There are also rumours that certain people and castes do not need to take vaccines and eating various herbs and plant-based concoctions will make people immune to the coronavirus.

The UN initiative has asserted that the vaccination campaign needs to engage with women and empower them to seek the right information, health services and make a decision with regard to vaccines. Apart from Bihar, the initiative has also been rolled out in Kerala, Maharashtra, Uttar Pradesh and Delhi.

Various e-commerce, fact-checking, media and communication platforms have been roped in for the purpose. Collaborations have been made with organisations such as the Bihar Youth for Child Rights, Teachers of Bihar, Chanakya National Law University, National Alliance Group for Denotified and Notified Tribes to engage 400 youths, 10,000 teachers, doctors and experts from different fields.

The World Health Organisation (WHO) has termed the widespread misinformation during the pandemic as an infodemic and has insisted on measures to address the situation.

“People think of the menstrual or lactation period of women as a time when Covid-19 vaccines should not be taken. These are two entirely different dimensions with no connection. They need to understand clearly that the vaccine is concerned with the stimulation of the immune system to produce antibodies. Vaccination during menstruation or lactation is safe,” said Setu Sinha, a doctor and assistant professor (community medicine) at the Indira Gandhi Institute of Medical Sciences, Patna.

The initiative also aims to address the significant digital divide between men and women in Bihar. The latest figures from the National Family Health Survey revealed that four out of five women or 80 per cent of the total female population in the state have never used the Internet. This puts them at a disadvantage with regard to accessing healthcare and vaccination information and services.

“There is much confusion and mistrust about Covid-19 vaccines in the rural areas. The lack of proper information needs to be urgently addressed across the state,” said Namrata Mishra, a member of Teachers of Bihar.
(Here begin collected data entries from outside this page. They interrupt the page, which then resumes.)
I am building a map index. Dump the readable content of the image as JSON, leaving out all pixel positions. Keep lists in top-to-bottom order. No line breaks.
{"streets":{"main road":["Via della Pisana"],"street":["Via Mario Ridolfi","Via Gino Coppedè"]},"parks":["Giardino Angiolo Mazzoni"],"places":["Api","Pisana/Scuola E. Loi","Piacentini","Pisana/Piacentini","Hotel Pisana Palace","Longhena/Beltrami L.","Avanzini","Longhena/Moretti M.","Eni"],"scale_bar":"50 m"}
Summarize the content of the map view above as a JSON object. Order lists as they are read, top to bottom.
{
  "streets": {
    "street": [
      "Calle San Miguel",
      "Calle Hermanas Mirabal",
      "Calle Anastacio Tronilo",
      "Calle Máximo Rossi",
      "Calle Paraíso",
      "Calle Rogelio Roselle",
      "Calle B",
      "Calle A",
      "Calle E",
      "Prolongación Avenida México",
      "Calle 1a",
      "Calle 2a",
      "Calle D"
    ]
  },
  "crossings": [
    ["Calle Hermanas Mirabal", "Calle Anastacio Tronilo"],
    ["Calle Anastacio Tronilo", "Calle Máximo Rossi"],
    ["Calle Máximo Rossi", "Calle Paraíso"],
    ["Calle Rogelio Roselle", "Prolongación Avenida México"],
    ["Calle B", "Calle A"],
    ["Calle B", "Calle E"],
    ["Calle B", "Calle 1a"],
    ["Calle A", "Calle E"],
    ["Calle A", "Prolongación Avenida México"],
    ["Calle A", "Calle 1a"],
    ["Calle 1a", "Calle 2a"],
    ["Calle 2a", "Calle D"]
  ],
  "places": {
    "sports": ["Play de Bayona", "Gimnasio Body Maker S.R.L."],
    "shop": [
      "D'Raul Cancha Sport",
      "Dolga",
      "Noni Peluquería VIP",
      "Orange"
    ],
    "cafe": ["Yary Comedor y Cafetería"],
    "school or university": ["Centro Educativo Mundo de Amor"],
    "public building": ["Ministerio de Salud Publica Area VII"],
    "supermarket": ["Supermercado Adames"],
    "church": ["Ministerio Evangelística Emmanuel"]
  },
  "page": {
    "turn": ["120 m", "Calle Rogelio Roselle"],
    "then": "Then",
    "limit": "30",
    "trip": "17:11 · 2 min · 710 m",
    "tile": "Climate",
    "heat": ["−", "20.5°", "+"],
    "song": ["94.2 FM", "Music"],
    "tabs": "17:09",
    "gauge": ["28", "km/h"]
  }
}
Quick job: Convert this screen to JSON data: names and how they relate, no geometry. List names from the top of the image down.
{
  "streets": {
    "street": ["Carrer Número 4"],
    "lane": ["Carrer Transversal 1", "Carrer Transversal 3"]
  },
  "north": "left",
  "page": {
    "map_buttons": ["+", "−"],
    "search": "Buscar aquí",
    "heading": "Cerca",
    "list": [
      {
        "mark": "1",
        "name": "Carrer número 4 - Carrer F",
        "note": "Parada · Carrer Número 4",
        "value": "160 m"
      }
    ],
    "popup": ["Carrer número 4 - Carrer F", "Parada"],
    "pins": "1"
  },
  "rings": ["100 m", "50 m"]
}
There had been several instances in which vaccine volunteers were not allowed to talk and convince women in different parts of Bihar.

“Its not a woman’s decision to take the vaccine. Their family decides for them. Families often do not allow the volunteers to talk to women to give the correct information about vaccination,” said Juhi Kalam, a research fellow at the National Alliance Group — Denotified and Nomadic Tribes, and a Covid-19 vaccine volunteer at Forbesganj in Araria district.

The UN Verified initiative will also provide access to healthcare professionals through sessions and tele-consultation.